Each day a portion of my waking hours are filled with a sweet, blissful time known as “Beckett’s Asleep”. It’s my chance to get those chores done around the house that are best accomplished minus the help of toddler questions and sticky fingers. It’s also a blissful, serenity of peace where Jacob and I can get back to us and have a conversation that isn’t interspersed with shrieks and babble. I can pick up those “hobbies” that have been collecting dust in the corner. Flying knitting needles and tangled yarn require a concentration level that requires only ten fingers, not twenty.
Most weekends, particularly rainy, dark winter nights, used to be spent watching a rented DVD or a favorite television show. But, movies have become an invaluable resource with this project and seem to be pushing right to the forefront. Nights are no longer interspersed with ridiculously long battles of Dr. Mario online (don’t ask!) or silly, affable (and, forgettable!) comedies. My quiet time has become my crunch time. And, over the past six months, we have watched some gems. These two movies are top notch and worth watching (seriously!). Stay tuned for more from the acclaimed film critics: Ferry & Ferry.
FOOD, INC. 2008, 94 minutes (http://www.foodincmovie.com/)
Where do I begin? How many bold statements can I throw at you? I want to take your little cheeks in my hands, look you right in the eye and with deadpan seriousness tell you to “WATCH-THIS-MOVIE”.
Food, Inc. is life changing. Truly mind blowing. Decision influencing. Reality altering.

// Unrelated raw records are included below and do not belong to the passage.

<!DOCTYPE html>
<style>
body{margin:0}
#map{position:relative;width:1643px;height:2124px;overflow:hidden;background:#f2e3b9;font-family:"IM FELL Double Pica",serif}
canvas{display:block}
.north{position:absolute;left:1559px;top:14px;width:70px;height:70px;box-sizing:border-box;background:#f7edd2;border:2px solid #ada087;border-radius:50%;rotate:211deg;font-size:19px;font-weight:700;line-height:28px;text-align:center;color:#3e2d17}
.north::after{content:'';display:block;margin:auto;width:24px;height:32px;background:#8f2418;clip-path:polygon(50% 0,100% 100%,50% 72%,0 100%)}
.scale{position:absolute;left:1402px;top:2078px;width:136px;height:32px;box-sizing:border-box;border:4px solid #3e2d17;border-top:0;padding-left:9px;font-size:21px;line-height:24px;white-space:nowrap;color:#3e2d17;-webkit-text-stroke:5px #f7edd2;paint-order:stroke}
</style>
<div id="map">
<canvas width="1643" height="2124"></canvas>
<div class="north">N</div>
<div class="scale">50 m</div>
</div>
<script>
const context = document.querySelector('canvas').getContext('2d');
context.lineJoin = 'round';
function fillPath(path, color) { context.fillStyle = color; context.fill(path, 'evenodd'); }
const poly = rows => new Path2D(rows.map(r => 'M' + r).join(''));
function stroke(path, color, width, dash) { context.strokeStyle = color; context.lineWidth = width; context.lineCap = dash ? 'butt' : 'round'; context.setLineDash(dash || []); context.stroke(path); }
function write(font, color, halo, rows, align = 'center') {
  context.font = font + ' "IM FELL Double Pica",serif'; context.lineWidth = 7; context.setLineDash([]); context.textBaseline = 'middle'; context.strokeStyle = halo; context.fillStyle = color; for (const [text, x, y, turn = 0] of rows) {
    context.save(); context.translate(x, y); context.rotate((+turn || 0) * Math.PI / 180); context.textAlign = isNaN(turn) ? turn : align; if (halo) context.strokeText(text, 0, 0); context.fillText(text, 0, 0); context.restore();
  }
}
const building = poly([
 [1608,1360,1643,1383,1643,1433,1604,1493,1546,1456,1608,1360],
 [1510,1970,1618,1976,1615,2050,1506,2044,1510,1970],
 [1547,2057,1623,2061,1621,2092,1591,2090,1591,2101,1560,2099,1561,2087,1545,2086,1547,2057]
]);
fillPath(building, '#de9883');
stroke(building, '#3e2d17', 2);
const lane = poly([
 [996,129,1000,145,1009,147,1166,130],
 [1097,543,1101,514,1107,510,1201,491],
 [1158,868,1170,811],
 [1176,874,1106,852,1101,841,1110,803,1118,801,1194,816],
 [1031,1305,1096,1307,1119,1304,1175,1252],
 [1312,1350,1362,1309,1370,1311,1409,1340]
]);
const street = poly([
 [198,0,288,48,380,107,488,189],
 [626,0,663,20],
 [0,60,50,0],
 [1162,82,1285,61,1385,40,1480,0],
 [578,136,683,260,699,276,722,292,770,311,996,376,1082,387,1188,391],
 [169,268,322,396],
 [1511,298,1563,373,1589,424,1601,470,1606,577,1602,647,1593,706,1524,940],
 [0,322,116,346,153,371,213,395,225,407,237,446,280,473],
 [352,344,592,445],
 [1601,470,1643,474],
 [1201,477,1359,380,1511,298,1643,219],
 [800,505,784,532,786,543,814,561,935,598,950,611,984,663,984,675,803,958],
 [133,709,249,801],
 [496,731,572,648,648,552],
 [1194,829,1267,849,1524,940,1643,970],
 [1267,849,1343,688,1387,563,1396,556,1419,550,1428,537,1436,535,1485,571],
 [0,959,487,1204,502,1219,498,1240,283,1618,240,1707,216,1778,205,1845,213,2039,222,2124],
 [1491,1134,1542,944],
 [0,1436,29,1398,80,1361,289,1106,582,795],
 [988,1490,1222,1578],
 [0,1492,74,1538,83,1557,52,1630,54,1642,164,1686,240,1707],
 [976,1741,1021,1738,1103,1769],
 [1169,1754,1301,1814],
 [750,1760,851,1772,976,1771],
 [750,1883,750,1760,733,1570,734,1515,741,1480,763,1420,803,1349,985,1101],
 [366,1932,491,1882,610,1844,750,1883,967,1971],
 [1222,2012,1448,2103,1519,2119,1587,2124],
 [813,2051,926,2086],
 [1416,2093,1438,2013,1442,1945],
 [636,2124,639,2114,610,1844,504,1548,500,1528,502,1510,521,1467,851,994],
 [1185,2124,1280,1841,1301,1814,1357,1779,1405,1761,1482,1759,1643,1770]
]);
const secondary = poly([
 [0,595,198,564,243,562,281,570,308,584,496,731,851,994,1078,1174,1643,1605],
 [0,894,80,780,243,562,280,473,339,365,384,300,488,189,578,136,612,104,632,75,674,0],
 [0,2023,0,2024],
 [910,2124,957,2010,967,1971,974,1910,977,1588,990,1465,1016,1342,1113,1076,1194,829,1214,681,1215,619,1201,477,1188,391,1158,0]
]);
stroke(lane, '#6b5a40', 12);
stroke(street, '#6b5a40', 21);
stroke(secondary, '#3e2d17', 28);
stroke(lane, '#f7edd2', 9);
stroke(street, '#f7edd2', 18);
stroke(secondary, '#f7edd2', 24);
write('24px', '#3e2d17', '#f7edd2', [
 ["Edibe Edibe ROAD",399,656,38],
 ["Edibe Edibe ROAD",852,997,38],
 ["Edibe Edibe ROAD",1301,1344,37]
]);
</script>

Prior to January 2010, I wasn’t particularly aware of what I was eating. I obviously knew what was on my plate and what I had purchased at the store. But, I didn’t know the story behind it. I can partially chock it up to ignorance, but it was mainly a dangerous combination of apathy and completely misguided trust. I didn’t know that the delicious ruby, red tomatoes I had purchased were shipped from halfway across the world, picked when green and artificially ripened with ethylene gas. I didn’t know that the single largest pig slaughterhouse in the U.S. is responsible for slaughtering 60% of the pork on grocery store shelves and kills 35,000 pigs per day using massive crushing machines that slowly squeeze the animals to death. I didn’t know that McDonald’s was the single largest purchaser of ground beef and potatoes and in effect controls the market (and, taste) of these two items.
I want to know what my food is made of. I want to know who grows it. I want to know how it got into my grocery cart and how it got onto my plate. When I purchase from a local farmer or the community food co-op, I see more of this story than I ever have before. Food, Inc. excels at providing information in an amazingly non-biased fashion. It forces you, the consumer, to ask questions and demand answers to what is going on behind the closed doors. And, if you can’t get an answer, you have the choice to make a statement. The barcode scanner at the grocery store is your vote. Your vote for local and in-season. Your vote for humanely raised animal meat. Your vote for milk that is free from hormones and antibiotics. Your three-meals-a-day, hundreds-of-dollars-a-month vote for your food.
Good Food 2008, 73 minutes (http://www.goodfoodthemovie.org/)
This movie made my heart skip a beat when I first heard about it while visiting Skagit River Ranch in Sedro Woolley, WA (more on the ranch later!). The words “local”, “pacific northwest”, “sustainability” and “documentary” were splashed across the poster and I knew immediately that I had to get my hands on the movie. In an effort to keep it short and sweet, let me just say it took a ludicrous act of God to get this delightful gem into my hands and I have the Whatcom County Library System to thank for my personal quest’s triumph.
Good Food tells an exquisite story of the success of local producers who are thriving in the Pacific Northwest and focuses solely on Washington, Oregon and western Idaho. The stories are incredible, the ideas and experience of the growers and farmers are unreal and the fact that it’s all happening here, right here, is truly awe-inspiring. Jacob and I are seriously considering a “Good Food Road Trip” this summer where we spend a week or two (maybe three!) visiting the markets, producers and restaurants featured in this movie. I’ll keep you posted on the planning!
If the sun is shining (or mostly shining because you can’t get too picky in Washington), you will find me outside, knee deep in the garden or tending to the beehives, but rainy days are best spent inside snuggled on the couch with my husband. And, I am finding myself drawn to movies with a purpose and a story that is so ridiculously good it must be fiction, but it’s not – it’s real life. And, one way to this women’s heart is through a hearty slice of pie, so if the story is about food, I am all ears and grumbling tummy.